Migration from pacific (cloud:focal-xena) to quincy (cloud:focal-yoga) fails with invalid migration path

Bug #2007976 reported by Diko Parvanov
16
This bug affects 3 people
Affects Status Importance Assigned to Milestone
Ceph Monitor Charm
Status tracked in Trunk
Quincy.2
Fix Released
Undecided
Unassigned
Trunk
Fix Released
High
Unassigned

Bug Description

Running on focal with pacific fully upgraded from octopus via source (cloud:focal-wallaby -> cloud:focal-xena) worked. Upgrading further from cloud:focal-xena to cloud:focal-yoga fails with:

unit-ceph-mon-2: 12:07:17 INFO unit.ceph-mon/2.juju-log old_version: octopus
unit-ceph-mon-2: 12:07:17 INFO unit.ceph-mon/2.juju-log new_version: quincy
unit-ceph-mon-2: 12:07:17 ERROR unit.ceph-mon/2.juju-log Invalid upgrade path from octopus to quincy. Valid paths are: ['firefly -> hammer', 'hammer -> jewel', 'jewel -> luminous', 'luminous -> mimic', 'mimic -> nautilus', 'nautilus -> octopus', 'octopus -> pacific', 'pacific -> quincy']

Using quincy/stable charms rev 149.

Ceph cluster (mons and osds) fully upgraded to pacific.

ceph -v
ceph version 16.2.9 (4c3647a322c0ff5a1dd2344e039859dcbd28c830) pacific (stable)

sudo ceph osd dump | grep require_osd_release
require_osd_release pacific

Tags: bseng-1078
Diko Parvanov (dparv)
description: updated
Revision history for this message
Diko Parvanov (dparv) wrote :

Setting back to cloud:focal-xena we get in the logs:

unit-ceph-mon-0: 13:40:53 INFO unit.ceph-mon/0.juju-log old_version: octopus
unit-ceph-mon-0: 13:40:53 INFO unit.ceph-mon/0.juju-log new_version: pacific

but ceph is already on pacific, so it's getting the old_version from somewhere that's not up to date. I checked config keys, relation data, leader settings - none of them have it.

Revision history for this message
Diko Parvanov (dparv) wrote :

Looking at the charm code it looks like in check_for_upgrade() the c.previous('source') in
old_version = ceph.resolve_ceph_version(c.previous('source') or 'distro')

return distro and it doesn't return the previous value of cloud:focal-xena, thus causing distro to be octopus for focal and failing the upgrade.

Revision history for this message
Diko Parvanov (dparv) wrote :

This ugly "patch" unblocked the migrations https://pastebin.canonical.com/p/Sw5dR4zk4g/ and then we reverted it back.

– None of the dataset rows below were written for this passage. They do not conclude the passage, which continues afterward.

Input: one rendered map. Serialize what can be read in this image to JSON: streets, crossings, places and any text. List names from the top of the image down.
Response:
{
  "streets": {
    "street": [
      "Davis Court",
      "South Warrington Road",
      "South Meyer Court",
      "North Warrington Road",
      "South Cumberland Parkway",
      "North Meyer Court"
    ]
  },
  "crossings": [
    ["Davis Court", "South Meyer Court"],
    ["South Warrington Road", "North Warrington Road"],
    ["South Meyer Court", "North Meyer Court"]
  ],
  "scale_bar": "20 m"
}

Changed in charm-ceph-mon:
status: New → Triaged
importance: Undecided → High
Revision history for this message
Luciano Lo Giudice (lmlogiudice) wrote :

Hello Diko,

Can you tell me if the following message appears in the ceph-mon logs? "Found but was unable to parse previous config data"

The reason I asked is that such message will show when the previous configuration couldn't be loaded, which would explain why fetching the previous series is failing.

Andrea Ieri (aieri)
tags: added: bseng-1078
Revision history for this message
Diko Parvanov (dparv) wrote :

I have not seen this log entry, and unfortunately this was partner cloud and re-deployed a couple of times already, so no logs are available.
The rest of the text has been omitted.